Remember . . . [Leaves of Grass] arose out of my life in Brooklyn and New York . . . absorbing a million people . . . with an intimacy, an eagerness, an abandon, probably never equaled.
Walt WhitmanWalt Whitman, a kosmos, of Manhattan the son, / Turbulent, fleshy, sensual, eating, drinking and breeding, / No sentimentalist, no stander above men and women or apart from them.

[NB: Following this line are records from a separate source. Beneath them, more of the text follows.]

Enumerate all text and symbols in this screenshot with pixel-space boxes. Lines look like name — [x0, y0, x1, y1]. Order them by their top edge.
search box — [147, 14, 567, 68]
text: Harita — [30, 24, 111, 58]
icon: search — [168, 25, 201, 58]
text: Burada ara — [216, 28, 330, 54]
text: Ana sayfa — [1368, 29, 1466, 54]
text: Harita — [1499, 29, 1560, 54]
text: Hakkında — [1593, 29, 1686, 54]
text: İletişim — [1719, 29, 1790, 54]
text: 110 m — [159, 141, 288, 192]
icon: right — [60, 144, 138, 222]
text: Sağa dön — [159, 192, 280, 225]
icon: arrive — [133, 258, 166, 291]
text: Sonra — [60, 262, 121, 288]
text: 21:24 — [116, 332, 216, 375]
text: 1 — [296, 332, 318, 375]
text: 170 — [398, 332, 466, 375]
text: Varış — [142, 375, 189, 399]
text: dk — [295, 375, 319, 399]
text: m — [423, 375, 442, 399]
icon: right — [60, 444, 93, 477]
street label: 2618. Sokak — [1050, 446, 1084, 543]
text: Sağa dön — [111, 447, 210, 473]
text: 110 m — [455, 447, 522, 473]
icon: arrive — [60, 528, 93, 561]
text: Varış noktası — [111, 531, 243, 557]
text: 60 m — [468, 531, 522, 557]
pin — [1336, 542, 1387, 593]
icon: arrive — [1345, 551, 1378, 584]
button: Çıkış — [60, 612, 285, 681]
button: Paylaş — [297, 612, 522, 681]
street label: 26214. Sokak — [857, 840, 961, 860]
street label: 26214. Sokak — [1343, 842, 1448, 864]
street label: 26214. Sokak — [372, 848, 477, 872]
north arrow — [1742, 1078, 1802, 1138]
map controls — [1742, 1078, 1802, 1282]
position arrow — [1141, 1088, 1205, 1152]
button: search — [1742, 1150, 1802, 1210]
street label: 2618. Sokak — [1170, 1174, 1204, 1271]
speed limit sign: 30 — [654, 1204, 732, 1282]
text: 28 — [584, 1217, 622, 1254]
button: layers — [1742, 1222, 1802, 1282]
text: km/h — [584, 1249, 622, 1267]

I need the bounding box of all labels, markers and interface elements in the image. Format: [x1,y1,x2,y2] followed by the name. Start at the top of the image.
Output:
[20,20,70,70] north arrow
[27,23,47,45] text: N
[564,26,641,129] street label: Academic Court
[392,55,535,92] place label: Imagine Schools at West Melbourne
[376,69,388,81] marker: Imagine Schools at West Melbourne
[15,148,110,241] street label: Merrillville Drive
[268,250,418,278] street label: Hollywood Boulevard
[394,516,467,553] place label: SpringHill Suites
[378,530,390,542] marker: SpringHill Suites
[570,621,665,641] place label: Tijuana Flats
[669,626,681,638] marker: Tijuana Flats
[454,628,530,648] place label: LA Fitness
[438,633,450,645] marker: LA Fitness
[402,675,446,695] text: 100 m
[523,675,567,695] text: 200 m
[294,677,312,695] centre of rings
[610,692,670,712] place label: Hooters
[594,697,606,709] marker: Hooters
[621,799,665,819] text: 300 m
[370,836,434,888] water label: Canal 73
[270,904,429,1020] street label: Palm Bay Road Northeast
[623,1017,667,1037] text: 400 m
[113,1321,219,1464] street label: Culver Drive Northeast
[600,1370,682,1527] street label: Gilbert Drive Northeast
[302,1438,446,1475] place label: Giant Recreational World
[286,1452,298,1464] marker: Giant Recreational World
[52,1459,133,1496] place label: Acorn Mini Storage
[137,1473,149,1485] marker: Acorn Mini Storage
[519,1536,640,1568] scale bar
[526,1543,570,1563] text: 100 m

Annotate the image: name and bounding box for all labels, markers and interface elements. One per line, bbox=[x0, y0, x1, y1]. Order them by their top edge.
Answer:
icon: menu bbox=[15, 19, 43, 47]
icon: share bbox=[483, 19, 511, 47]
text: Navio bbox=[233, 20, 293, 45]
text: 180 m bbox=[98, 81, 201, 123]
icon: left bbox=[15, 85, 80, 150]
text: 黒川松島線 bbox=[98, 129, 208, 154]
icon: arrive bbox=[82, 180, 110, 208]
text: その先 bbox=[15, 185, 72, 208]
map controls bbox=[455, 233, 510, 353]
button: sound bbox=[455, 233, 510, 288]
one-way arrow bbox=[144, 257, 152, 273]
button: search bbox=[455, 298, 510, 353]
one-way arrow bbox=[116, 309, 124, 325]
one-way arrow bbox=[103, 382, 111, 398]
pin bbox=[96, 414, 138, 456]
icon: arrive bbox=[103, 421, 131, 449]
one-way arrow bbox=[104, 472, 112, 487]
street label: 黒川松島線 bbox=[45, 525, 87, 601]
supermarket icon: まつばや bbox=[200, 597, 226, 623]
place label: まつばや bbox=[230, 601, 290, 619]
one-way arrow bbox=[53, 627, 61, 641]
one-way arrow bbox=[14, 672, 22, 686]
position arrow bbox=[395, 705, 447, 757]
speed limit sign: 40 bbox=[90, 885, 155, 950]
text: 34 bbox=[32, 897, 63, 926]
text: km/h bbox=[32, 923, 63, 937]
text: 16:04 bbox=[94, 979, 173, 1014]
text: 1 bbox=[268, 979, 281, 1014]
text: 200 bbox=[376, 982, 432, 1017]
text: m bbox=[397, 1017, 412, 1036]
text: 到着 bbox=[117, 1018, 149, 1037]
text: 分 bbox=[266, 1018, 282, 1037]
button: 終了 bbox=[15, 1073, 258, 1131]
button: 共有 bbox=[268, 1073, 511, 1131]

Walt Whitman, “Song of Myself”As Whitman himself suggests, the pleasure he took in New York City was something more than a happy backdrop for his real work as a poet. It was, rather, fundamental to his attempt to imagine - and to enact - a democratic poetics that would find its basic resources in the unacknowledged though universal fact of humans having bodies, and its site, as it were, in the dense interactions of such bodies made possible in the most populous cities, New York above all. It is in this sense that, despite his strong attachment to the category of the nation as a whole and his repeated thematization of regional vignettes, Whitman is also, centrally, an urbanist - and one grounded in the specific urban locale of Manhattan. For it is in the daily life available in cities like Manhattan that, according to Whitman, one can best “absorb” and be absorbed by the largest number of other people - that one can try on, learn from, identify with other subjectivities, other concretely embodied modes and styles of life. This is perhaps why Whitman uses the word “inspiriting” to describe his experience of “the hurrying and vast amplitude of those never ending human currents” on Broadway.